本試験の結果、コラーゲンペプチドとホエイタンパク質とを併用して摂取することにより、筋損傷時における炎症反応の早期収束と筋修復・再生・分化を促進させることができたことから、特に上記第1段階から第2段階への移行を早めて筋損傷回復に効果をもたらしたと考えられる。
ヒト等価用量(HED)は、以下の式を使用して推定することができる:
HED=動物用量(mg/kg)×(動物のKm/ヒトのKm)
(マウスのKmは3であり、ヒトのKmは37である。)
したがって、マウスにおける1g/Kg、2g/Kg、4g/Kgの用量はおよそ60Kgのヒトに対して、それぞれ約5g、約10g、約20gとなる。
よって、試験例1および2のコラーゲンペプチドとホエイタンパク質の併用群における投与量は、ヒトに換算するとコラーゲンペプチド+ホエイタンパク質=5g+10g~10g+20gであるといえる。

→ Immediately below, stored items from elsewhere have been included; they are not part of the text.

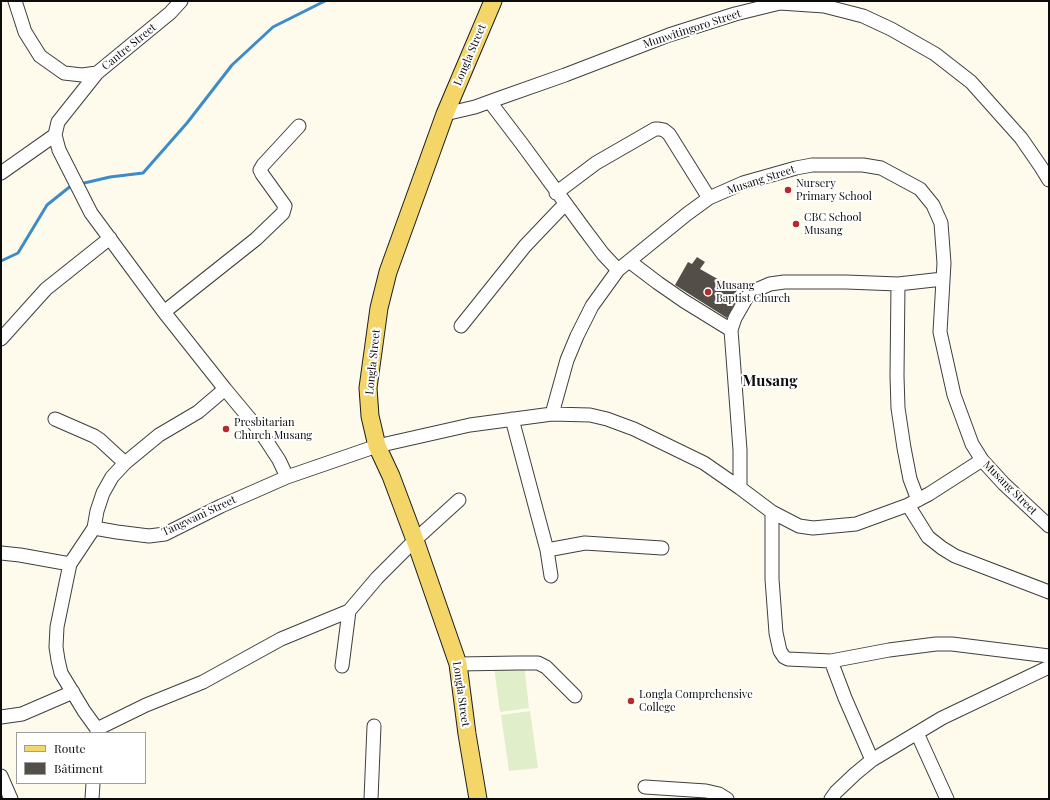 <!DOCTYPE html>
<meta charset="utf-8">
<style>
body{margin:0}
#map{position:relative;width:1050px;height:800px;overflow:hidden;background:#fefbec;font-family:"Playfair Display",serif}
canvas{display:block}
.frame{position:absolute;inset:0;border:2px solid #0c0c0c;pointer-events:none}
.legend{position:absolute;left:16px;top:732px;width:130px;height:52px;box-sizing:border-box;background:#fff;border:1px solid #9e9e9e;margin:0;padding:5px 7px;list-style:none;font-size:12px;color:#0c0c0c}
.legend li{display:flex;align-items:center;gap:8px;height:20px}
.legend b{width:20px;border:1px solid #9e9e9e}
</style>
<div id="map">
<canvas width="1050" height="800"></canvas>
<div class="frame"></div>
<ul class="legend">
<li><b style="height:5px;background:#f3d667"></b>Route</li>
<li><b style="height:11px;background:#544e49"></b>Bâtiment</li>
</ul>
</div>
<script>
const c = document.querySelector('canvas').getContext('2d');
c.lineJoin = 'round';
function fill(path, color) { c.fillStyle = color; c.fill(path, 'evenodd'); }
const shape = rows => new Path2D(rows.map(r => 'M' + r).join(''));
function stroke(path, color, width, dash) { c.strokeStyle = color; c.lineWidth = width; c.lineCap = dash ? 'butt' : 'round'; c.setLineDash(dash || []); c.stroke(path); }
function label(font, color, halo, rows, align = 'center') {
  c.font = font + ' "Playfair Display",serif'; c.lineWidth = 4; c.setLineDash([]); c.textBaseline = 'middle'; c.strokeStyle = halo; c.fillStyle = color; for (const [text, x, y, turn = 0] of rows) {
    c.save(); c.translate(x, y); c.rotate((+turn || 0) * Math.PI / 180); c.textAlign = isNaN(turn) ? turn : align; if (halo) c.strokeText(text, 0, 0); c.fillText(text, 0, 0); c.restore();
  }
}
fill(shape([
 [524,664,529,708,500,712,494,667],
 [530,711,538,768,509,771,501,715]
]), '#e0efc9');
stroke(shape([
 [80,184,110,177,143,173,187,123,232,65,273,27,325,1],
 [1,261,18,253,47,205,72,185]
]), '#3d8cc8', 3);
fill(shape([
 [697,257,705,262,700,269,737,290,735,294,739,296,727,318,675,285,688,262,692,264]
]), '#544e49');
const minor = shape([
 [15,1,25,32,40,56,64,73,82,75,97,73,170,13,181,1],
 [97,73,58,122,55,135,59,150,91,213,164,312,225,389],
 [490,102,522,144,585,230,603,254,618,270],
 [445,114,475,107,497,99,565,75,669,35,735,14,780,3,824,6,863,16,891,29,935,54,971,82,1021,138,1041,167,1049,180],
 [1,173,55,135],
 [556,193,596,163,655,129,659,129,664,130,669,134,709,198],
 [629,261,658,283,684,301,731,330],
 [898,284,897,376,898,408,904,448,910,479,918,500],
 [164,312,256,239,283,213,285,206,262,174,260,170,263,165,299,126],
 [461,326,525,246,565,204],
 [1,339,46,289,110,238],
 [552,414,567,360,577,336,592,306,618,270,687,214,709,198,743,183,796,168,812,165,863,165,881,168,920,189,933,205,941,223,944,263,940,332,954,395,972,444,982,460,1004,484,1049,526],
 [55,419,94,436,100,440,125,463],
 [512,419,547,550,551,576],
 [740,488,740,450,731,330,735,318,747,297,756,290,770,284,784,282,846,282,898,284,943,279],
 [908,505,928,537,942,548,955,556,1049,592],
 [772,512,772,579,776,633,780,651,784,657,788,659,831,661,889,650,936,644,952,644,1049,656],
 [94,528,97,511,103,493,112,477,125,463,159,435,198,412,225,389,260,431,279,460,287,477],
 [547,550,585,543,600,544,662,548],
 [1,553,20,555,70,564],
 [831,661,845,698,872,760],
 [458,664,518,663,538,663,546,667,575,696],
 [342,666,349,611],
 [1,717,22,714,73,692],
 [97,729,146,705,203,682,281,639,349,611,377,578,415,540,459,500],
 [97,733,97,729,84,711,61,673,58,660,56,647,57,627,66,583,70,564,94,528,117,532,149,536,165,534,221,506,287,477,377,446,470,425,552,414,590,415,607,419,634,429,704,463,740,488,772,512,799,526,813,528,856,524,908,505,929,494,982,460],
 [917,733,947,799],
 [1,776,11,799],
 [645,787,706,791,719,794,727,799],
 [92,799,93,783],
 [371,799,374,726],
 [831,799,836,792,855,774,872,760,942,718,1049,667]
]);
const major = shape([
 [478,799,467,734,458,664,415,540,391,476,377,446,370,416,368,388,379,308,388,272,445,114,493,1]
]);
stroke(minor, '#3f3f3f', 15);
stroke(major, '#1d1d1d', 19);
stroke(minor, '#fff', 13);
stroke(major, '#f3d667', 17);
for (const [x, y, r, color] of [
 [788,190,4,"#b72a2c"],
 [796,224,4,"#b72a2c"],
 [708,292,4,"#b72a2c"],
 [226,429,4,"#b72a2c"],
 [631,701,4,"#b72a2c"]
]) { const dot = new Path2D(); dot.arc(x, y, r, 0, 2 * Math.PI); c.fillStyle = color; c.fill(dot); stroke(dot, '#fff', 1.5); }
label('11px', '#0c0c0c', '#fff', [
 ["Munwitingoro Street",692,29,-18],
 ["Cantre Street",129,47,-39],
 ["Longla Street",470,55,-67],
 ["Musang Street",761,180,-18],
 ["Longla Street",373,362,-84],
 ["Musang Street",1010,488,45],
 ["Tangwani Street",199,516,-25],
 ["Longla Street",461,694,82]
]);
label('11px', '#0c0c0c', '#fff', [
 ["Nursery",796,184],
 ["Primary School",796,197],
 ["CBC School",804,218],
 ["Musang",804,231],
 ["Musang",716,286],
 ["Baptist Church",716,299],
 ["Presbitarian",234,423],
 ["Church Musang",234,436],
 ["Longla Comprehensive",639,695],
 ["College",639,708]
], 'left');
label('bold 15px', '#0c0c0c', '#fff', [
 ["Musang",770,381]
]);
</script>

以下に、本発明の筋損傷回復促進用組成物を構成する処方例を挙げる。
(処方例1)粉末飲料組成物
ホエイタンパク質 WWP8010(商品名、日本新薬) 65質量%
コラーゲンペプチド PeptanP5000HD(商品名、Rousselot) 20質量%
グラニュー糖 7質量%
ココアパウダー 7質量%
スクラロース 0.4質量%
チョコレート香料 0.3質量%
乳化剤 0.3質量%
この粉末飲料組成物を20g程度量りとり、水、豆乳、牛乳等200~300mLで溶解して飲料を調製することができた。得られた飲料は、運動前後の摂取用飲料、おやつ、就寝前の摂取用飲料などとして、摂取量は50~600mL/1日で、日常的に摂取可能な飲料であった。
(処方例2)バー菓子
大豆パフ 43.3質量%
グラニュー糖 14.4質量%
ショートニング 13.1質量%
コラーゲンペプチド PeptanP5000HD(商品名、Rousselot) 13.1質量%
ホエイタンパク質 WWP9010(商品名、日本新薬) 8質量%
ココアパウダー 3質量%
アーモンド 3質量%
カカオマス 1質量%
チョコレート香料 0.7質量%
乳化剤 0.3質量%
スクラロース 0.1質量%
このバー菓子は、朝ごはんの代用食品、運動前後の摂取用食品、おやつなどとして、1本あたり25~60g/1日で、日常的に摂取可能なバー菓子であった。
(処方例3)ドリンク
グラニュー糖 15質量%
コラーゲンペプチド PeptanP5000HD(商品名、Rousselot) 3.2質量%
ホエイタンパク質 ラクトクリスタルplus(商品名、日本新薬) 3.2質量%
クエン酸 0.7質量%
寒天 0.2質量%
香料 0.2質量%
水 77.5質量%
このドリンクは、運動前後の摂取用ドリンク、おやつなどとして、摂取量は50~200mL/1日で、日常的に摂取可能なドリンクであった。

Claims (4)

  1. コラーゲンペプチド及びホエイタンパク質を有効成分とする筋損傷回復促進用組成物。
  2. 飲食品、食品添加物、医薬品、サプリメント、又は動物飼料の形態である、請求項1記載の筋損傷回復促進用組成物。
  3. コラーゲンペプチド及びホエイタンパク質の、筋損傷回復促進用組成物の製造のための使用。
  4. 前記筋損傷回復促進用組成物は、飲食品、食品添加物、医薬品、サプリメント、又は動物飼料の形態である、請求項3記載の使用。